Grand-mère, elle se rendait bien compte que j’avais besoin de m’amuser, que c’était pas sain de rester toujours dans la boutique. D’entendre mon père l’énergumène beugler ses sottises, ça lui donnait mal au cœur. Elle s’est acheté un petit chien pour que je puisse un peu me distraire en attendant les clients. J’ai voulu lui faire comme mon père. Je lui foutais des vaches coups de pompes quand on était seuls. Il partait gémir sous un meuble. Il se couchait pour demander pardon. Il faisait comme moi exactement.

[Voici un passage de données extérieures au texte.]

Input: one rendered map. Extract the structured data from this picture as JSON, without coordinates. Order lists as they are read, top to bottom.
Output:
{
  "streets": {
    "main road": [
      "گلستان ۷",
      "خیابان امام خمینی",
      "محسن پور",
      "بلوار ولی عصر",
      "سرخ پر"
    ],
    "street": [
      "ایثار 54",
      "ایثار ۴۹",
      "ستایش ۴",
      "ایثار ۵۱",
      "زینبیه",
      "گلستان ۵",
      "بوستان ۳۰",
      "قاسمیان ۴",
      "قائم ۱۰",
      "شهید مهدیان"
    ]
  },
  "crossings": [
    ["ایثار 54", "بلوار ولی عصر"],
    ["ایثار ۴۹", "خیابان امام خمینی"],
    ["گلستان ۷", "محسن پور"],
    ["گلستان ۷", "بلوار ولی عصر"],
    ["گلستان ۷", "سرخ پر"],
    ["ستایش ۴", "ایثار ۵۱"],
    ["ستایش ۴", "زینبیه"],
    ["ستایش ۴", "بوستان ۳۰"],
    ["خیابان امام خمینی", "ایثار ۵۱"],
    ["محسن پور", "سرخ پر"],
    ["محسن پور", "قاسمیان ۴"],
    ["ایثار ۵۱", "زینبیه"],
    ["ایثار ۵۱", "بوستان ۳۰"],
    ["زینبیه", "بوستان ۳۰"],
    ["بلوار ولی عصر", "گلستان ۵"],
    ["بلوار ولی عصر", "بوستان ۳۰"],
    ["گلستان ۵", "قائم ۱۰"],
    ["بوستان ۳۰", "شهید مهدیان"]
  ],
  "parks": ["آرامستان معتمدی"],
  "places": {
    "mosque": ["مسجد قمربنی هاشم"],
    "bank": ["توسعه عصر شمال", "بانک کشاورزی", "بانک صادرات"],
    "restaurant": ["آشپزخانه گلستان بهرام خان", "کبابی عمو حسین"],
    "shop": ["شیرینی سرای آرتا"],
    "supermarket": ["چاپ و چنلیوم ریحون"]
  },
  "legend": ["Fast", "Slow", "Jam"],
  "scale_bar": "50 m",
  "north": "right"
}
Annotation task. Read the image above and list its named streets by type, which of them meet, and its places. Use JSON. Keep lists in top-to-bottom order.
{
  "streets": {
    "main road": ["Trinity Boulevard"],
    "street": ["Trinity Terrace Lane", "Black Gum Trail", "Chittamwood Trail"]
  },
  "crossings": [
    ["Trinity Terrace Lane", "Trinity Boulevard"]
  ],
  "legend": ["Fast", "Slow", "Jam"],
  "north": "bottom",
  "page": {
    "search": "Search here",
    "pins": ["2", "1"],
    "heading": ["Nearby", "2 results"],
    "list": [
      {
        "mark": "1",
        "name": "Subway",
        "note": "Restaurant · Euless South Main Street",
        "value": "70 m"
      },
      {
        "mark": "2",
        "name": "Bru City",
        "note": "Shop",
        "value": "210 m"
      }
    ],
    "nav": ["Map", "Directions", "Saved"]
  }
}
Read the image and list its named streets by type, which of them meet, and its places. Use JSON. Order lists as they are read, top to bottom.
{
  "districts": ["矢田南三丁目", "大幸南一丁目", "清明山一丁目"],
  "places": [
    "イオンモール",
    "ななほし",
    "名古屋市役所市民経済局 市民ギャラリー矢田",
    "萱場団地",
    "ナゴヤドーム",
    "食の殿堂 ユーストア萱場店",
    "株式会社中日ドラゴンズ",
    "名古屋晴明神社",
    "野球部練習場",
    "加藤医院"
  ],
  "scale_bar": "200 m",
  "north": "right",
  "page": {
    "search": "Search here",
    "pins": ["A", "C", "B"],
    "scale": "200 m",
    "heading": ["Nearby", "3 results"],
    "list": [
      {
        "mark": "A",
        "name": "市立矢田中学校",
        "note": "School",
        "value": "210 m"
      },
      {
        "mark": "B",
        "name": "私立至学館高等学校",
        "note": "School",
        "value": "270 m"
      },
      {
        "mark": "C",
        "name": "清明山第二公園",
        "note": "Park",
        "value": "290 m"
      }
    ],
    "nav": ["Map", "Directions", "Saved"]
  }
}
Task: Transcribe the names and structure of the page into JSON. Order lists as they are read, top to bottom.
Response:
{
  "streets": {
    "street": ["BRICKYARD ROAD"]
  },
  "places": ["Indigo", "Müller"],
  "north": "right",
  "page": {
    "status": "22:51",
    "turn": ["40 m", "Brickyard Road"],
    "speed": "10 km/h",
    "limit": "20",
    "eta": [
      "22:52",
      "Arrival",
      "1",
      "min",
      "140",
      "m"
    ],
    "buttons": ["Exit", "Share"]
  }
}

Ça me donnait pas de plaisir de le battre, l’embrasser je préférais ça encore. Je finissais par le peloter. Alors il bandait. Il venait avec nous partout, même au Cinéma, au Robert Houdin, en matinée du jeudi. Grand-mère me payait ça aussi. On restait trois séances de suite. C’était le même prix, un franc toutes les places, du silencieux cent pour cent, sans phrases, sans musique, sans lettres, juste le ronron du moulin. On y reviendra, on se fatigue de tout sauf de dormir et de rêvasser. Ça reviendra le Voyage dans la Lune… Je le connais encore par cœur.

Souvent l’été y avait que nous deux, Caroline et moi dans la grande salle au premier. À la fin l’ouvreuse nous faisait signe qu’il fallait qu’on évacue. C’est moi qui les réveillais le chien et Grand-mère. On se grouillait ensuite à travers la foule, les boulevards et la cohue. À chaque coup nous avions du retard. On arrivait essoufflés.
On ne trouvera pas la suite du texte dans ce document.